◆ Records contained in a dataset
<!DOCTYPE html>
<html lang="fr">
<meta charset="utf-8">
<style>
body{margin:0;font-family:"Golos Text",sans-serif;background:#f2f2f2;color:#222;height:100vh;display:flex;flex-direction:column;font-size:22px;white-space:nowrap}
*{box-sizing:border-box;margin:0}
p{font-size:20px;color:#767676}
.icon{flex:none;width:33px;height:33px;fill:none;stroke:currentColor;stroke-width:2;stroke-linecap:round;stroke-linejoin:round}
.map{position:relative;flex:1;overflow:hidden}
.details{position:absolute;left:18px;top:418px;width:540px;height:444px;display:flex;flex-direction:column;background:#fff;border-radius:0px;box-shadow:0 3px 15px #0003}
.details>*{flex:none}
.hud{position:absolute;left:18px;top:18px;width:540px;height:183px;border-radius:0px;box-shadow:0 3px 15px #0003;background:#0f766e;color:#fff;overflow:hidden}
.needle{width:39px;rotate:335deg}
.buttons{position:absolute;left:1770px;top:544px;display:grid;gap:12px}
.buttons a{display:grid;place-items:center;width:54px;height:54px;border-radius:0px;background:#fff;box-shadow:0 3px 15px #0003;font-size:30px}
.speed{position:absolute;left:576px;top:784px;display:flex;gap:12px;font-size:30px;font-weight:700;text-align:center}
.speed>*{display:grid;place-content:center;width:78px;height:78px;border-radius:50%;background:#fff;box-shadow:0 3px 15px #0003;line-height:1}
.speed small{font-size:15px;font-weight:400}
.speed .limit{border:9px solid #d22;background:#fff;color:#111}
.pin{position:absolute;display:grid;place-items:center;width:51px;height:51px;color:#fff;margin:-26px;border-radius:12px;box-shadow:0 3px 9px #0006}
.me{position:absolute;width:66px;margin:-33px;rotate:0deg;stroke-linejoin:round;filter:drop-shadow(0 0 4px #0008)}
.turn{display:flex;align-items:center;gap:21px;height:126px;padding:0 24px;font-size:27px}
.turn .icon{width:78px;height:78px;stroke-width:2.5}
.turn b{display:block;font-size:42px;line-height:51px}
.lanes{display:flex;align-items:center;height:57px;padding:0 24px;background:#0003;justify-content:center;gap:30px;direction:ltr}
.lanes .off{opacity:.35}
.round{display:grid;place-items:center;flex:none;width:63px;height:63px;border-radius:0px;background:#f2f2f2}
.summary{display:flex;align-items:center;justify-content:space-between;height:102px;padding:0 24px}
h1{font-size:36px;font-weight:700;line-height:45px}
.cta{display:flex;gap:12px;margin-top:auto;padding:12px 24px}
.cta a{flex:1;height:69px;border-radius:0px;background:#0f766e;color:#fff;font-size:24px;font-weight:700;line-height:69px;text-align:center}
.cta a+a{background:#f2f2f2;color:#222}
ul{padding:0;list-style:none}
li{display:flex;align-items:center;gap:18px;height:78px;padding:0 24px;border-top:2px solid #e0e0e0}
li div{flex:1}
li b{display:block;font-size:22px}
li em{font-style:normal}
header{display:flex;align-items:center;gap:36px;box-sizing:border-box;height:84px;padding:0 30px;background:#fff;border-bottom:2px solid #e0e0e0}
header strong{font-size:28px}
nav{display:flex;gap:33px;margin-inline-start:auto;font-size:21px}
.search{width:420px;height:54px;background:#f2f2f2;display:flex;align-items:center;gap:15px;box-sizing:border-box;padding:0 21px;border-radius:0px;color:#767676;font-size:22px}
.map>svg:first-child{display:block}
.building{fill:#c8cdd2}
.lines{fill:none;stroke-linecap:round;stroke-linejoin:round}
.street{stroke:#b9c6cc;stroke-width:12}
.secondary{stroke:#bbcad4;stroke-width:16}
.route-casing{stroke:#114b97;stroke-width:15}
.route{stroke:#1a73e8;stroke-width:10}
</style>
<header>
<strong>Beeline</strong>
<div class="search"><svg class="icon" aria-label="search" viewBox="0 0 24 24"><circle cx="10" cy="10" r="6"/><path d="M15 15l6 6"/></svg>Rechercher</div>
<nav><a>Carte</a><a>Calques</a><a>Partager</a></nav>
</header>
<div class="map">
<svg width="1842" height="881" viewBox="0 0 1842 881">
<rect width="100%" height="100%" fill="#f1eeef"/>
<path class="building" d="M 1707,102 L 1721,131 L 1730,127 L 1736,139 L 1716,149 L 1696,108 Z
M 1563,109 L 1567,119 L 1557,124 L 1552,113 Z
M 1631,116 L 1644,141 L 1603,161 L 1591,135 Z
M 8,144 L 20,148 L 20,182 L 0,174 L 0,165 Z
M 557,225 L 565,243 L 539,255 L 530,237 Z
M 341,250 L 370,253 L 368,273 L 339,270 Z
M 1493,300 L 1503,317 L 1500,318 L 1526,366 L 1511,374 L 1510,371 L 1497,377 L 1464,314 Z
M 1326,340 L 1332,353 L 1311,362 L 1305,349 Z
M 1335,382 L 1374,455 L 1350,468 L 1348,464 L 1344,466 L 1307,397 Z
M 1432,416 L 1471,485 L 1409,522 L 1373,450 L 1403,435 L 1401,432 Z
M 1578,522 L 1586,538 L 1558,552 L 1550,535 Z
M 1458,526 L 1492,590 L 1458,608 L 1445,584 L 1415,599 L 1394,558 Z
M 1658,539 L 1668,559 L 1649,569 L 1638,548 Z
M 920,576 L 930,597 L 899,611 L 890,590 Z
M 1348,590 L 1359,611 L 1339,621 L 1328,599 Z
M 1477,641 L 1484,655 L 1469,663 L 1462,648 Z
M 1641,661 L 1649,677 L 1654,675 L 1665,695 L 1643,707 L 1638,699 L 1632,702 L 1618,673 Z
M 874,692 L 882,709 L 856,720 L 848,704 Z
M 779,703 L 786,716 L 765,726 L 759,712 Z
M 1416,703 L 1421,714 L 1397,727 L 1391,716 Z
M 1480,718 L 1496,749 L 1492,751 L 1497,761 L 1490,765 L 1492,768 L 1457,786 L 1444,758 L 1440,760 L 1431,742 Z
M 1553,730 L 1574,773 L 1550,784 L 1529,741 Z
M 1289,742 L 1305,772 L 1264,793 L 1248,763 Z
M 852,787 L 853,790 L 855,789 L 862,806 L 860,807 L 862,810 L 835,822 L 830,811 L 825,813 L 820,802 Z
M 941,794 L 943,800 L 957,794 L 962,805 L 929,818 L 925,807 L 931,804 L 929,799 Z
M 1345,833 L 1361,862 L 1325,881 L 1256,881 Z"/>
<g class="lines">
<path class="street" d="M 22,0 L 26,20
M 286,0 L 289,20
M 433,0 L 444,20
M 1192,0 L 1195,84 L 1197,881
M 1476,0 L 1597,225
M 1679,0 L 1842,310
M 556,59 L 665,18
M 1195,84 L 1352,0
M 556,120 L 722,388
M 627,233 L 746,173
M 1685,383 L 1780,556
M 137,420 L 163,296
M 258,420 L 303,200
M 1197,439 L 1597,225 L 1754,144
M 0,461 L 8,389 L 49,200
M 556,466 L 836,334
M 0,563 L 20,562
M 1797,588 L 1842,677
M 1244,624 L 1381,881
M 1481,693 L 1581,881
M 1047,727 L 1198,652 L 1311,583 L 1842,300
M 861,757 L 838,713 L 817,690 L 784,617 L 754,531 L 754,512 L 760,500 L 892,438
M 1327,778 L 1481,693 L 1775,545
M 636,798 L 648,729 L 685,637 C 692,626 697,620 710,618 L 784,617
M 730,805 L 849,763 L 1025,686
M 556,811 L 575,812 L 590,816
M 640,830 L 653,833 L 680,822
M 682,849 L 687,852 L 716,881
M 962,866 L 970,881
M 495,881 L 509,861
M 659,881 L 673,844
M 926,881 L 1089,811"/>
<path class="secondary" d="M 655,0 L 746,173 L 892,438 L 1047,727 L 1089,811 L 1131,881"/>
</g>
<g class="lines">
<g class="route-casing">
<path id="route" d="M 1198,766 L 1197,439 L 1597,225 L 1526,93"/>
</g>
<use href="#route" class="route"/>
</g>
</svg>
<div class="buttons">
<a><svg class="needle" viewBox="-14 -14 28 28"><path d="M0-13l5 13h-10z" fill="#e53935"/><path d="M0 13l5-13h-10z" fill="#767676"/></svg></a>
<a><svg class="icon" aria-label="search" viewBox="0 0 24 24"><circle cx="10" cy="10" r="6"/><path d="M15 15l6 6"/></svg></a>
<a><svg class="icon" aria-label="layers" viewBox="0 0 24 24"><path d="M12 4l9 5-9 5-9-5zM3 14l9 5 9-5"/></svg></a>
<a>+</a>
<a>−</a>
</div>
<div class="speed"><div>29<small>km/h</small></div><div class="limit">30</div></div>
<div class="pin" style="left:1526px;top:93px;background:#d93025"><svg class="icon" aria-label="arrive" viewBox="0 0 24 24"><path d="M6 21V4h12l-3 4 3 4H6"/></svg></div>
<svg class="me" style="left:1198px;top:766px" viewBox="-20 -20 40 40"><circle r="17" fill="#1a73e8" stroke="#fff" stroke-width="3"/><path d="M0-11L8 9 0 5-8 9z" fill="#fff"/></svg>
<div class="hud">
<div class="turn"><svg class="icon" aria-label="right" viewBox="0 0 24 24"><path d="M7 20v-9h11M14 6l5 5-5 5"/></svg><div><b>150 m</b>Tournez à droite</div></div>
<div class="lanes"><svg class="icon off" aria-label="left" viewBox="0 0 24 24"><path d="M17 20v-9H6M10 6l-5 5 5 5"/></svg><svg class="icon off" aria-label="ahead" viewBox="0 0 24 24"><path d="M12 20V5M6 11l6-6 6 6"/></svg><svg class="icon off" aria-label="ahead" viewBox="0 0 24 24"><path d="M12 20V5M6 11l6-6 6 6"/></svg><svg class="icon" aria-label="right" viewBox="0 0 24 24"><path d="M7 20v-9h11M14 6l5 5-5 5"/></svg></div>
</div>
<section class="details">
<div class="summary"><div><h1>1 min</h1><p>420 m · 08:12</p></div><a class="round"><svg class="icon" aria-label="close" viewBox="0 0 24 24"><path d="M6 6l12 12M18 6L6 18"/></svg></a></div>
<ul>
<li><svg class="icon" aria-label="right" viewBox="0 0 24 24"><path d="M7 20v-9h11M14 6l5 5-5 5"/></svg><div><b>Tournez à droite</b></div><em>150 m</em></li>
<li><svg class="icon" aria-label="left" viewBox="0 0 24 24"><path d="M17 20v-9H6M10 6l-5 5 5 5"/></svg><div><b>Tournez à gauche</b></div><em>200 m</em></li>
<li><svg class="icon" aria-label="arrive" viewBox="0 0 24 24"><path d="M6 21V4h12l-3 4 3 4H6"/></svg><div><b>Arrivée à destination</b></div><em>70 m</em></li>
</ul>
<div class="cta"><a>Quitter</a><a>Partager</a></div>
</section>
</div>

◆ What to do
Bring together every line in the entries that holds the string "buttons".

◆ Written response
.buttons{position:absolute;left:1770px;top:544px;display:grid;gap:12px}
.buttons a{display:grid;place-items:center;width:54px;height:54px;border-radius:0px;background:#fff;box-shadow:0 3px 15px #0003;font-size:30px}
<div class="buttons">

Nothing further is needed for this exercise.